'A LEITORA Valdelice Silva Pyetra enviou-nos a seguinte pergunta:
"Olá, Paz de Cristo. Eu quero tirar uma dúvida, (...) eu já ouvi muito falar de Sodoma e Gomorra e os anjos caídos do céu. Algumas crenças religiosas afirmam que esses anjos tiveram relações sexuais com humanos dos quais surgiram os gigantes, enquanto outras crenças negam a possibilidade de que os anjos tenham tido relações. Embora o texto realmente dê a entender que realmente isso tenha acontecido. Como todos sabem essa história se encontra em Gênesis 6,1-4 Me parece um tanto complicado e eu gostaria mesmo de saber a verdadeira tradução por nossos irmãos católicos. Aguardo respostas, obrigada."
Prezada Valdelice,
Em primeiro lugar, é preciso manter sempre em mente que nem tudo o que está escrito na Bíblia, especialmente as narrativas do Antigo Testamento, devem ser tomadas ao pé da letra. Há muita simbologia, analogia e alegoria nesses escritos. Por isso mesmo, tudo deve ser compreendido à luz do Magistério da Igreja, que é nossa mãe e mestra.

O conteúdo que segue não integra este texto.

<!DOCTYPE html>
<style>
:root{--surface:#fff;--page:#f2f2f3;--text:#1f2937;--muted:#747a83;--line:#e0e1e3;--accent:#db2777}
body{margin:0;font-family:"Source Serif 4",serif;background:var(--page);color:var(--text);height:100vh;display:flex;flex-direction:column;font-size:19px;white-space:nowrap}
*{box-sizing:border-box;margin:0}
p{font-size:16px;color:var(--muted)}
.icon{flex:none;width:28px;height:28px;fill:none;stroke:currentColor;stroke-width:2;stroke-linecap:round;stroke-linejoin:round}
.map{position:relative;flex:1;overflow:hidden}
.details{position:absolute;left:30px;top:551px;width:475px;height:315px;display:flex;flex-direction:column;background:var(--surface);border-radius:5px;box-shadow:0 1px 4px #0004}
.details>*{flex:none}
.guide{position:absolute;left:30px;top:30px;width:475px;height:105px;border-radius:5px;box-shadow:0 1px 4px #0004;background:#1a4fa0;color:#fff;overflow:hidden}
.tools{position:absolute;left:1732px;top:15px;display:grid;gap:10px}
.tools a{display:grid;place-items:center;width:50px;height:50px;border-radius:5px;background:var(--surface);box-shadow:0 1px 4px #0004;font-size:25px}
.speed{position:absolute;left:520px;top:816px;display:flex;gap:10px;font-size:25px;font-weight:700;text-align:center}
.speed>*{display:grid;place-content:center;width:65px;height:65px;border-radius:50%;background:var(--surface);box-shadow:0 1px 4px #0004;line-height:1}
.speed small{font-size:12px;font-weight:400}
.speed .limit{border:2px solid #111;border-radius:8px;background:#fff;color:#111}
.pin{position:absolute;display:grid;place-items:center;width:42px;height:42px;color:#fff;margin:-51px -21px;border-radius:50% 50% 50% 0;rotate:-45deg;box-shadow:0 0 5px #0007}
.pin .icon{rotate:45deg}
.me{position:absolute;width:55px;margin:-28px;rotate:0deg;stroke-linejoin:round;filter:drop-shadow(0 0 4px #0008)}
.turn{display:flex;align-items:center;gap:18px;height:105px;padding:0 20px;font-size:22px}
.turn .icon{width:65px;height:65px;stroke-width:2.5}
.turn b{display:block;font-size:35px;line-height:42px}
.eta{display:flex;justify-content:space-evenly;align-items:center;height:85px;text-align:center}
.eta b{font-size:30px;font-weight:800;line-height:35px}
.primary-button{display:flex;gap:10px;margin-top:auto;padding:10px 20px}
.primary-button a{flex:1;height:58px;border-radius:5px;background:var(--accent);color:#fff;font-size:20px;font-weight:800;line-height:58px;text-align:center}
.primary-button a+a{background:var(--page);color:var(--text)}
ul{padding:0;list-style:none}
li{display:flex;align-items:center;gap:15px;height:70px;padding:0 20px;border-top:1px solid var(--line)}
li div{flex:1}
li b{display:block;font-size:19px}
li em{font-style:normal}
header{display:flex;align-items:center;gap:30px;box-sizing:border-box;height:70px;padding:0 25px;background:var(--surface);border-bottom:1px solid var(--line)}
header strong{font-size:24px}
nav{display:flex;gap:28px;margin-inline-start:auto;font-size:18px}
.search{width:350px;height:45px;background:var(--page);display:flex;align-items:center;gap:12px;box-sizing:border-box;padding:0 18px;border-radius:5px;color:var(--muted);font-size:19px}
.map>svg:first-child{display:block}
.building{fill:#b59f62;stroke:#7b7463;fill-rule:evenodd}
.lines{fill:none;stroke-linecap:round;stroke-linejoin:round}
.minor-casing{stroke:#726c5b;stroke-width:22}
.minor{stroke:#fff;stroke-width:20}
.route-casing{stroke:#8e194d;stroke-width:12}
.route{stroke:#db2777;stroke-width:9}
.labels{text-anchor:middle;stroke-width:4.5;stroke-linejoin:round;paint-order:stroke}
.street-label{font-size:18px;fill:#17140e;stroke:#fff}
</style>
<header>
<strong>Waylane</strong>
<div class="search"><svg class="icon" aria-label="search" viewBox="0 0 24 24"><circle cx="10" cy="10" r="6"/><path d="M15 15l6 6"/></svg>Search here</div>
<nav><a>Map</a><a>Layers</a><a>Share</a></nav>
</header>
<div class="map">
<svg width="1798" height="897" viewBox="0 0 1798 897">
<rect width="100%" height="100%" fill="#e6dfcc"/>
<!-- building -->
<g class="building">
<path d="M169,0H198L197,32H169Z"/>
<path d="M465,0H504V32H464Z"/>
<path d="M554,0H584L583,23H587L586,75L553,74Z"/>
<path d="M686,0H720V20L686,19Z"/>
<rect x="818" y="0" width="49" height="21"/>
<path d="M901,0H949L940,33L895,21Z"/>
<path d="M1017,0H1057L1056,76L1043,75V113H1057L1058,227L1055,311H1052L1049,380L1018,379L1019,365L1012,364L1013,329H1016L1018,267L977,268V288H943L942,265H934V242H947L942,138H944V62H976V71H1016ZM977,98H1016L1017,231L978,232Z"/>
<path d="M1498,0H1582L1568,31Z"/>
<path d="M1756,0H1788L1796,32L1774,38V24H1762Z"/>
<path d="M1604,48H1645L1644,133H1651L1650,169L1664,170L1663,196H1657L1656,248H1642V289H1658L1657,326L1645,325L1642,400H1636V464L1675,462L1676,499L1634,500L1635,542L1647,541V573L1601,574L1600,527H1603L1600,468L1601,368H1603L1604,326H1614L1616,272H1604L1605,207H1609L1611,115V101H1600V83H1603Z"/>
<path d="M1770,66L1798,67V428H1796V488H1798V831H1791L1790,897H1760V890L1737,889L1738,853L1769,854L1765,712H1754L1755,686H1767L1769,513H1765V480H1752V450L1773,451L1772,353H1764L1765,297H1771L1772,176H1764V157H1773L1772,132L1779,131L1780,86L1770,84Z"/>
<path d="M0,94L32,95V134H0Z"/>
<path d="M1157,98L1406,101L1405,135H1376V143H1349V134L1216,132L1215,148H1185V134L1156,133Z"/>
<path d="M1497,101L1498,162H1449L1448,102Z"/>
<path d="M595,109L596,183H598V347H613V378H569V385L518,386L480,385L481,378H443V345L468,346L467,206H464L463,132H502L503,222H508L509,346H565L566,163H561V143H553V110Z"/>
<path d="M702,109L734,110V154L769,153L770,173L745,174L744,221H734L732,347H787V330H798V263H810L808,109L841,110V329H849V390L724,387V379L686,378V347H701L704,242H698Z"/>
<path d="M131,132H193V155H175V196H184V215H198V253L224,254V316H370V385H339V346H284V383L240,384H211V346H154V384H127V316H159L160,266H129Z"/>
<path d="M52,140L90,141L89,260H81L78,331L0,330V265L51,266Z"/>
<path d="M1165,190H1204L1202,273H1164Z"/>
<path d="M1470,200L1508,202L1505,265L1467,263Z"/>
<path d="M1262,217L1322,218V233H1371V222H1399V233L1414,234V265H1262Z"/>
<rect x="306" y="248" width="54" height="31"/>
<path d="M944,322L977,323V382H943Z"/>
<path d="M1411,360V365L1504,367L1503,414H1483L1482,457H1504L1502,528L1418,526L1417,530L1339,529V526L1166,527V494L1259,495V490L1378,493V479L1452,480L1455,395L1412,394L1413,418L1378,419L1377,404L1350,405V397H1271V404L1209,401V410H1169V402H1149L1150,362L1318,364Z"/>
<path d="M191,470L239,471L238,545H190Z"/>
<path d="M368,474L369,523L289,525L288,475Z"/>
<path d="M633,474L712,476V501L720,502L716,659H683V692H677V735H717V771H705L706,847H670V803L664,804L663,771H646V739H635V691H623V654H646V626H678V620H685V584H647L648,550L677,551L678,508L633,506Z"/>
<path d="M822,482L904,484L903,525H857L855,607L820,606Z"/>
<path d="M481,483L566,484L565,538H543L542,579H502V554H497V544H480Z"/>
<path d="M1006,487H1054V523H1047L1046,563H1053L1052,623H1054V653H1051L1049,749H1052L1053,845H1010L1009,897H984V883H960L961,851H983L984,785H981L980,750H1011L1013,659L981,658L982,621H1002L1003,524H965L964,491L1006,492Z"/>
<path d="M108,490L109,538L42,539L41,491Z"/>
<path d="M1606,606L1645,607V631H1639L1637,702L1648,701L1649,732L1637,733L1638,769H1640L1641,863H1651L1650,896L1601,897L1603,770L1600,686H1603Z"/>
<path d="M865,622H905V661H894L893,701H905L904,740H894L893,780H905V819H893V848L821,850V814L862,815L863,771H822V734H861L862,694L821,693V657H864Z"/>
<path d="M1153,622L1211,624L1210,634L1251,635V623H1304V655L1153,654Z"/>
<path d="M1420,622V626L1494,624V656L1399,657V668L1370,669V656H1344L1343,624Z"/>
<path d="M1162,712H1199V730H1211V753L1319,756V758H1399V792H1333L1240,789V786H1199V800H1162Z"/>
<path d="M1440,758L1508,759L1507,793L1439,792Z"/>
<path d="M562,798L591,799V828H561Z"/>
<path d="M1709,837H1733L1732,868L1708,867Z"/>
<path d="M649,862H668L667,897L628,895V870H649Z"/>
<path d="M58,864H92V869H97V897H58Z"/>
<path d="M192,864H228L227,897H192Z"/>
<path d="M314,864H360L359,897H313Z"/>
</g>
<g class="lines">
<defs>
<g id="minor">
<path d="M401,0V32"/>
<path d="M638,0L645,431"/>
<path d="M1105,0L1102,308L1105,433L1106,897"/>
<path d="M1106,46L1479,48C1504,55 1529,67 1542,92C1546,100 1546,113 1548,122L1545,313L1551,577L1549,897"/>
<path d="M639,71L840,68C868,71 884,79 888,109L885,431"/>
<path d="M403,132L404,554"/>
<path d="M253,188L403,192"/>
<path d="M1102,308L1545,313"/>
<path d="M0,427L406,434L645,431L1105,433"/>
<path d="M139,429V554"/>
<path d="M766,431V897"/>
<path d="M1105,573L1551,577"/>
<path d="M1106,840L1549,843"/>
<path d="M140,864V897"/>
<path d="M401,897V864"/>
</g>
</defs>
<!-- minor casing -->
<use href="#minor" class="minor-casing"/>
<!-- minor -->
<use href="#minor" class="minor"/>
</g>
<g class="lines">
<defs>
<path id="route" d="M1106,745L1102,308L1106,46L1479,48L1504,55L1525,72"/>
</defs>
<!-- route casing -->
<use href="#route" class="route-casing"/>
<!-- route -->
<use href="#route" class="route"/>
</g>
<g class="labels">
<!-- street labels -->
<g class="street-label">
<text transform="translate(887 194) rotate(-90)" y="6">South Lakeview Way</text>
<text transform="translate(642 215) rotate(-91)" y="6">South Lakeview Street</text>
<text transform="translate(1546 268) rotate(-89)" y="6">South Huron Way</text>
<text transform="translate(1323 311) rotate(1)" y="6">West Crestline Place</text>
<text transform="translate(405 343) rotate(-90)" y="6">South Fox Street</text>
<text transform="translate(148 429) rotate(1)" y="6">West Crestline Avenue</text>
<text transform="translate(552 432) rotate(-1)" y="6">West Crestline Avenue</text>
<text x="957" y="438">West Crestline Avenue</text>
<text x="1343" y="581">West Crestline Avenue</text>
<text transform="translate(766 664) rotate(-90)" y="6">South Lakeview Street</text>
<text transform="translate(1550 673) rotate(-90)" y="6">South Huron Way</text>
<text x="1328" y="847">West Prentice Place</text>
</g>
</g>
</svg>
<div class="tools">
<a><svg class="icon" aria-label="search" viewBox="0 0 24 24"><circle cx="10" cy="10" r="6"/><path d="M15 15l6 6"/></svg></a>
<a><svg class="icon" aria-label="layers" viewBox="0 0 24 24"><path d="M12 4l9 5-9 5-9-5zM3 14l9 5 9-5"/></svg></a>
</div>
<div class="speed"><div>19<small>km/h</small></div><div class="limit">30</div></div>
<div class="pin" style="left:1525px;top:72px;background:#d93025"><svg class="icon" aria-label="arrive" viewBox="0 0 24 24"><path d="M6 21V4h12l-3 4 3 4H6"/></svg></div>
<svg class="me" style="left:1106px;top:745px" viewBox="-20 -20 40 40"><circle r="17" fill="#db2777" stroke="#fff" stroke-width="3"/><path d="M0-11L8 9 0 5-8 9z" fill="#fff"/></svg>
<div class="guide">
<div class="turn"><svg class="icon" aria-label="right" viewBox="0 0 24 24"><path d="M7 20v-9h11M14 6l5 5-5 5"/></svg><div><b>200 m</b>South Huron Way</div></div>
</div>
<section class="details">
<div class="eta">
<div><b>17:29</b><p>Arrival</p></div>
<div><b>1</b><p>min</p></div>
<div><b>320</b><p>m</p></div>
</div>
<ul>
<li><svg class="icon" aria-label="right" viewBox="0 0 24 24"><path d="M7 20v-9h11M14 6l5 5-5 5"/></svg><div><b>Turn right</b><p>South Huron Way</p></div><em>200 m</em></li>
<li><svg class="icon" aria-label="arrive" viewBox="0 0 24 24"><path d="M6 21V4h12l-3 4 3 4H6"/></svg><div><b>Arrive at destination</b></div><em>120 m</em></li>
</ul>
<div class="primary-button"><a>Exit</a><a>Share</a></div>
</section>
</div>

Pois bem, a passagem que você nos propõe é sem dúvida das mais difíceis, e para ela existem variadas interpretações que nos apresentam os teólogos e pesquisadores de linhas diversas:
1. Influência das mitologias pagãs
Para alguns estudiosos, o trecho de Gênesis em questão poderia ter origem mitológica, ou seja, ter sido transcrito pelo autor sagrado, com objetivo de ilustrar uma ideia teológica (que não abordaremos aqui), sem a indicação da fonte original. Assim fazendo, estaria o hagiógrafo salientando, por exemplo e entre outras coisas, que o mundo ia de mal a pior e precisava da intervenção de Deus, o que acabou por culminar no Dilúvio.
Os defensores desta interpretação entendem que os "filhos de Deus" seriam então, originalmente e segundo essa suposta fonte extrabíblica, deuses mitológicos que se uniram às "filhas dos homens" (=mulheres). De fato, a tradição pagã contemporânea a esses textos é rica em mitologias envolvendo deuses e semideuses que se envolvem com humanas e tem filhos com elas, que depois se tornam heróis e guerreiros prodigiosos. Os católicos tradicionais, evidentemente, não aceitam esta interpretação mitológica, que traduz por "deuses" a expressão "filhos de Deus".
2. Filhos de anjos
Alguns cristãos primitivos, fazendo eco a uma tradição rabínica, chegaram a interpretar "filhos de Deus" como anjos que teriam se unido às "filhas dos homens", gerando descendentes gigantes. Isso parece ser ratificado por Judas 1,6 e 2Pedro 2,4, embora tais passagens de fato não abonem esse modo de interpretação.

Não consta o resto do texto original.